Mein Laptop streikt. Vermutlich war ihm das, was ich ihm in den letzten Tagen gefüttert habe, ebenso zu viel wie mir. Auf einmal lässt er sich in meinem Zimmer im Krankenhaus nicht mehr einschalten, deshalb kann ich erst heute weiterschreiben. Eine kleine Pause von den Eindrücken und Erlebnissen der letzten Woche hat mir allerdings eh nicht geschadet. Nach einer Reihe von Infusionen durfte ich am Donnerstag das Spital verlassen. Die Ärzte haben mir gleich zwei gute Nachrichten nach Hause mitgegeben.
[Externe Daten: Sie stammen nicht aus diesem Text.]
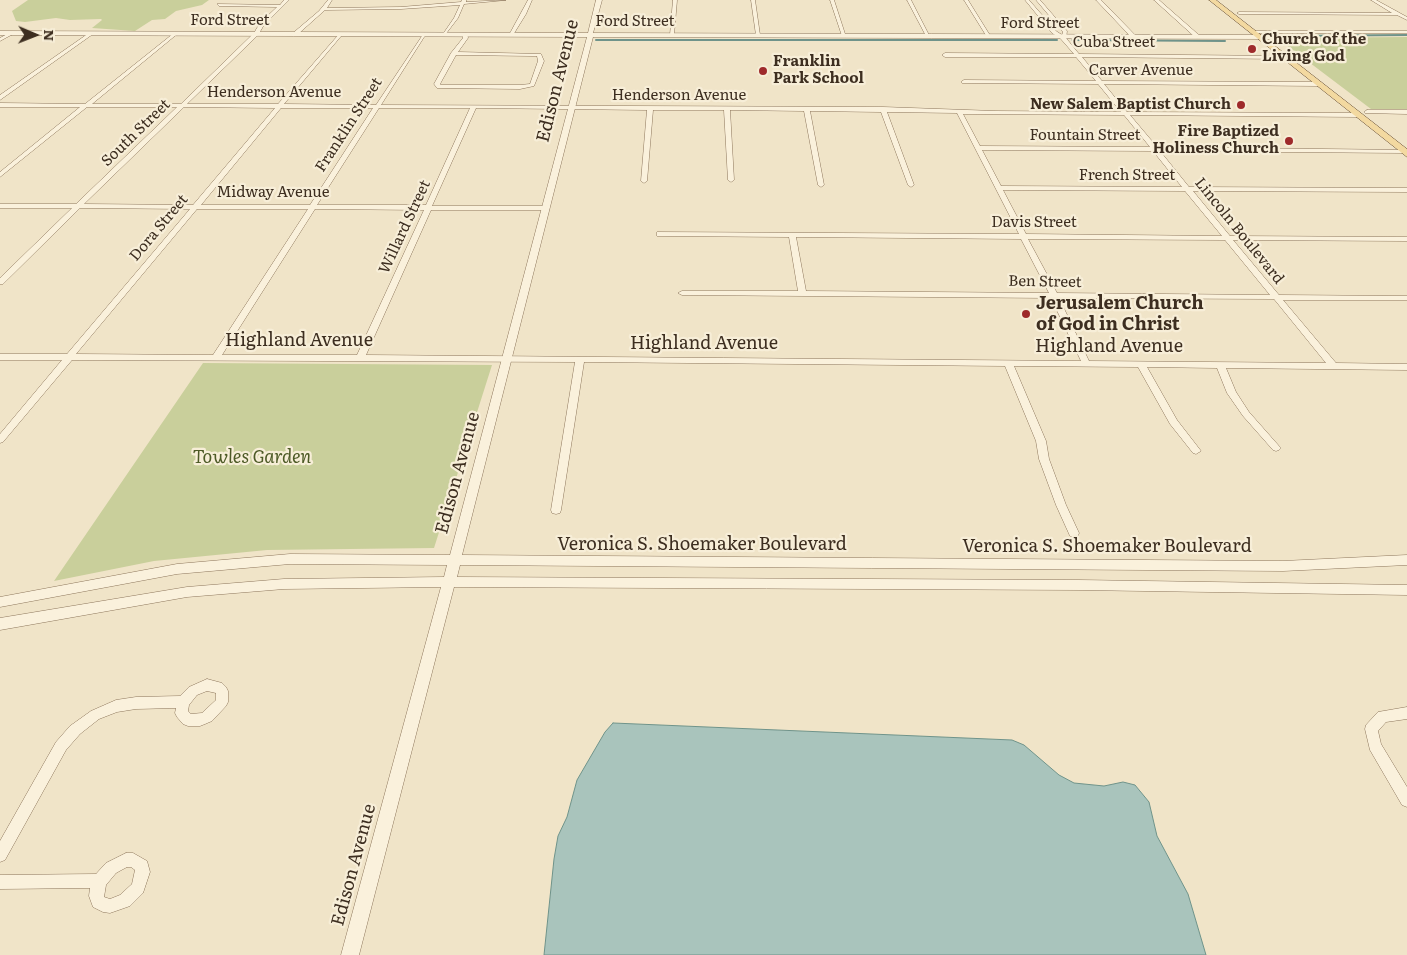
<!DOCTYPE html>
<html>
<head>
<meta charset="utf-8">
<style>
  body { margin:0 }
  #map { position:relative; width:1407px; height:955px; overflow:hidden; background:#f0e4c8; font-family:Literata,serif }
  canvas { display:block }
  .north { position:absolute; left:10px; top:10px; width:50px; height:50px; -webkit-text-stroke:4px #f7eed8; paint-order:stroke; rotate:91deg; font-size:14px; font-weight:700; line-height:20px; text-align:center; color:#3d2e20 }
  .north::after { content:''; display:block; margin:auto; width:18px; height:22px; background:#3d2e20; clip-path:polygon(50% 0,100% 100%,50% 72%,0 100%) }
</style>
</head>
<body>
<div id="map">
<canvas width="1407" height="955"></canvas>
<div class="north">N</div>
</div>
<script>
const context = document.querySelector('canvas').getContext('2d');
context.lineJoin = 'round';
function fill(path, color) {
  context.fillStyle = color;
  context.fill(path, 'evenodd');
}
function toPath(rows) {
  const path = new Path2D();
  for (const r of rows) {
    path.moveTo(r[0], r[1]);
    for (let i = 2; i < r.length; i += 2) path.lineTo(r[i], r[i + 1]);
  }
  return path;
}
function trace(path, color, width, dash) {
  context.strokeStyle = color;
  context.lineWidth = width;
  context.lineCap = dash ? 'butt' : 'round';
  context.setLineDash(dash || []);
  context.stroke(path);
}
function write(font, color, halo, rows, align = 'center') {
  context.font = font + ' Literata,serif';
  context.lineWidth = 4.5;
  context.setLineDash([]);
  context.textBaseline = 'middle';
  context.strokeStyle = halo;
  context.fillStyle = color;
  for (const [text, x, y, turn = 0] of rows) {
    context.save();
    context.translate(x, y);
    context.rotate((+turn || 0) * Math.PI / 180);
    context.textAlign = isNaN(turn) ? turn : align;
    if (halo) context.strokeText(text, 0, 0);
    context.fillText(text, 0, 0);
    context.restore();
  }
}
fill(toPath([
  [28,0,209,0,202,5,176,11,165,19,152,20,135,31,92,28,102,20,101,19,70,20,56,18,25,22,16,21,12,11],
  [1407,37,1407,109,1371,109,1277,38],
  [203,363,492,365,434,548,267,550,154,561,54,581]
]), '#c9cf9b');
const water = toPath([
  [613,723,1012,740,1024,745,1059,775,1074,783,1104,786,1123,782,1135,785,1149,802,1157,836,1188,894,1206,955,544,955,554,859,558,836,567,817,577,780,605,732,613,723]
]);
fill(water, '#a9c4bc');
trace(water, '#6f938a', 1);
trace(toPath([
  [1280,36,1407,35],
  [596,40,1057,40],
  [1072,40,1225,41]
]), '#6f938a', 2);
const minor = toPath([
  [284,0,289,0,264,25,258,35,187,104,278,104,340,33,342,35,284,104,376,105,424,33,426,34,381,105,883,107,995,111,1121,112,1098,84,962,83,962,81,964,80,1096,81,1076,57,945,57,942,55,945,53,1074,54,1060,38,1052,33,1025,0,1029,0,1056,31,1062,35,1063,32,1036,0,1040,0,1067,31,1066,38,1079,54,1286,56,1284,59,1082,57,1102,81,1318,82,1321,84,1318,86,1104,84,1127,112,1358,113,1361,115,1358,117,1130,115,1157,147,1406,150,1406,152,1404,153,1160,151,1189,187,1407,188,1407,192,1193,191,1230,236,1407,237,1407,241,1233,240,1279,295,1407,296,1407,300,1283,300,1336,363,1407,364,1407,370,1226,368,1236,392,1249,412,1279,446,1281,448,1279,450,1276,451,1273,450,1243,416,1227,393,1217,368,1147,367,1177,420,1201,451,1196,454,1193,453,1170,424,1138,367,1014,366,1046,441,1049,459,1066,505,1079,533,1078,536,1074,537,1070,536,1056,505,1039,459,1036,441,1005,366,584,362,561,510,560,513,556,514,552,513,551,510,575,362,72,360,3,442,0,443,0,434,62,360,0,360,0,354,67,354,190,209,80,208,3,284,0,284,0,278,72,208,0,208,0,204,76,204,177,107,87,107,0,177,0,172,80,107,0,107,0,103,85,104,174,33,176,35,92,104,181,104,254,33,260,23,277,7,219,6,217,4,280,5,284,0],
  [184,107,275,108,193,205,84,204,184,107],
  [281,108,373,108,310,205,201,205,281,108],
  [379,108,470,108,426,205,317,205,379,108],
  [476,108,647,110,641,181,644,183,647,181,653,110,724,110,728,180,731,182,734,180,730,110,804,111,818,185,821,187,824,185,810,111,881,112,908,185,911,187,914,185,887,112,957,113,1019,234,657,232,657,236,660,236,789,237,798,291,682,291,678,293,682,295,1051,298,1081,361,366,355,431,210,546,210,549,208,546,206,432,206,476,108],
  [963,114,1124,115,1150,147,980,146,963,114],
  [982,150,1153,151,1182,187,1001,186,982,150],
  [1003,190,1185,191,1222,236,1026,234,1003,190],
  [197,209,308,209,213,355,76,354,197,209],
  [315,209,424,210,357,355,222,355,315,209],
  [796,237,1021,239,1049,293,806,291,796,237],
  [1028,239,1225,240,1270,295,1057,293,1028,239],
  [1059,298,1274,299,1326,363,1089,361,1059,298],
  [328,0,332,0,327,8,401,7,461,2,462,0,466,0,466,2,506,0,464,4,458,18,445,35,443,34,454,18,460,5,401,9,325,10,297,35,293,35,293,33,319,11,328,0],
  [528,0,532,0,526,14,513,35,509,35,528,0],
  [673,0,677,0,674,35,672,36,670,35,673,0],
  [751,0,755,0,760,35,758,36,756,35,751,0],
  [830,0,834,0,846,37,842,36,830,0],
  [907,0,911,0,930,37,926,36,907,0],
  [964,0,968,0,991,37,987,37,964,0],
  [1096,0,1101,0,1136,36,1136,38,1132,38,1096,0],
  [1154,0,1159,0,1200,36,1200,38,1196,38,1154,0],
  [1371,0,1376,0,1407,17,1407,20,1397,15,1239,14,1237,13,1239,12,1392,13,1371,0],
  [1253,31,1407,31,1407,33,1251,33,1253,31],
  [9,33,13,34,0,41,0,38,9,33],
  [89,33,93,34,0,100,0,95,89,33],
  [463,33,467,33,468,38,458,52,541,54,544,61,534,86,520,89,437,88,434,84,451,53,463,38,463,33],
  [456,55,532,56,537,56,538,61,530,84,520,85,441,85,440,84,456,55],
  [1367,110,1407,110,1407,114,1365,113,1364,112,1367,110],
  [207,679,222,683,226,687,228,691,228,702,226,706,212,721,205,724,200,726,188,726,183,724,177,717,175,713,176,708,136,709,117,712,99,719,80,734,66,750,5,860,0,862,0,841,56,742,70,726,91,711,116,700,136,697,180,696,189,687,207,679],
  [207,691,216,693,216,700,202,713,191,714,188,711,189,705,197,695,207,691],
  [1407,707,1407,719,1386,722,1378,731,1381,744,1407,787,1407,807,1402,805,1370,750,1365,729,1366,725,1378,712,1407,707],
  [126,853,133,853,147,861,150,872,143,893,130,906,110,913,103,912,93,907,89,896,90,888,0,889,0,875,96,874,106,863,126,853],
  [127,867,131,867,135,870,132,884,120,895,110,899,104,897,106,885,116,873,127,867]
]);
const tertiary = toPath([
  [596,0,602,0,593,33,1270,35,1273,37,1270,39,593,37,462,555,1283,561,1407,555,1407,565,1283,571,460,565,457,577,1079,580,1407,585,1407,595,1079,590,454,587,359,955,341,955,441,587,284,589,187,597,0,630,0,618,187,587,284,579,444,577,447,565,290,564,177,574,0,607,0,597,177,564,290,554,450,555,587,37,0,35,0,31,588,33,596,0]
]);
const primary = toPath([
  [1209,0,1216,0,1407,149,1407,157,1209,0]
]);
trace(minor, '#8d765c', 1);
trace(tertiary, '#8d765c', 1);
trace(primary, '#5b4430', 1);
fill(minor, '#faf1dc');
fill(tertiary, '#faf1dc');
fill(primary, '#f3d9a0');
for (const [x, y, r, color] of [
  [1252,49,5,"#9e2a2b"],
  [763,71,5,"#9e2a2b"],
  [1241,105,5,"#9e2a2b"],
  [1289,141,5,"#9e2a2b"],
  [1026,314,5,"#9e2a2b"]
]) {
  const dot = new Path2D();
  dot.arc(x, y, r, 0, 2 * Math.PI);
  context.fillStyle = color;
  context.fill(dot);
  trace(dot, '#f7eed8', 2);
}
write('15px', '#3d2e20', '#f7eed8', [
  ["Ford Street",230,21],
  ["Ford Street",635,22],
  ["Ford Street",1040,24],
  ["Cuba Street",1114,43],
  ["Carver Avenue",1141,71],
  ["Henderson Avenue",274,93],
  ["Henderson Avenue",679,96],
  ["Franklin Street",349,125,-57],
  ["South Street",136,133,-44],
  ["Fountain Street",1085,136],
  ["French Street",1127,176],
  ["Midway Avenue",273,193],
  ["Davis Street",1034,223],
  ["Willard Street",405,227,-65],
  ["Dora Street",159,228,-50],
  ["Lincoln Boulevard",1239,231,51],
  ["Ben Street",1045,282,1]
]);
write('bold 15px', '#3d2e20', '#f7eed8', [
  ["Church of the",1262,40],
  ["Living God",1262,57],
  ["Franklin",773,62],
  ["Park School",773,79],
  ["New Salem Baptist Church",1231,105,"right"],
  ["Fire Baptized",1279,132,"right"],
  ["Holiness Church",1279,149,"right"]
], 'left');
write('18px', '#3d2e20', '#f7eed8', [
  ["Edison Avenue",558,81,-76],
  ["Highland Avenue",299,341],
  ["Highland Avenue",704,344],
  ["Highland Avenue",1109,347],
  ["Edison Avenue",458,473,-75],
  ["Veronica S. Shoemaker Boulevard",702,545],
  ["Veronica S. Shoemaker Boulevard",1107,547],
  ["Edison Avenue",354,865,-75]
]);
write('bold 18px', '#3d2e20', '#f7eed8', [
  ["Jerusalem Church",1036,304],
  ["of God in Christ",1036,325]
], 'left');
write('italic 18px', '#4d5a26', '#f7eed8', [
  ["Towles Garden",252,458]
]);
</script>
</body>
</html>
Die Therapie dauert voraussichtlich »nur« bis Ende Mai, also gut zwei Monate kürzer, als ich zuerst gedacht habe. Ich bin mir dabei nicht ganz sicher, ob ich etwas falsch verstanden habe, oder die Ärzte die Therapie geändert haben. Und die noch viel bessere Nachricht: Schon nach den ersten paar Tagen sind die Entzündungswerte in meinem Blut massiv zurückgegangen. Als mir der Ober-Doc diese Nachricht überbringt, spüre ich zum ersten Mal so etwas wie Erleichterung. Wie aus dem Nichts heraus balle ich meine Hand zu einer Siegesfaust und stoße einen leisen Freudenschrei aus.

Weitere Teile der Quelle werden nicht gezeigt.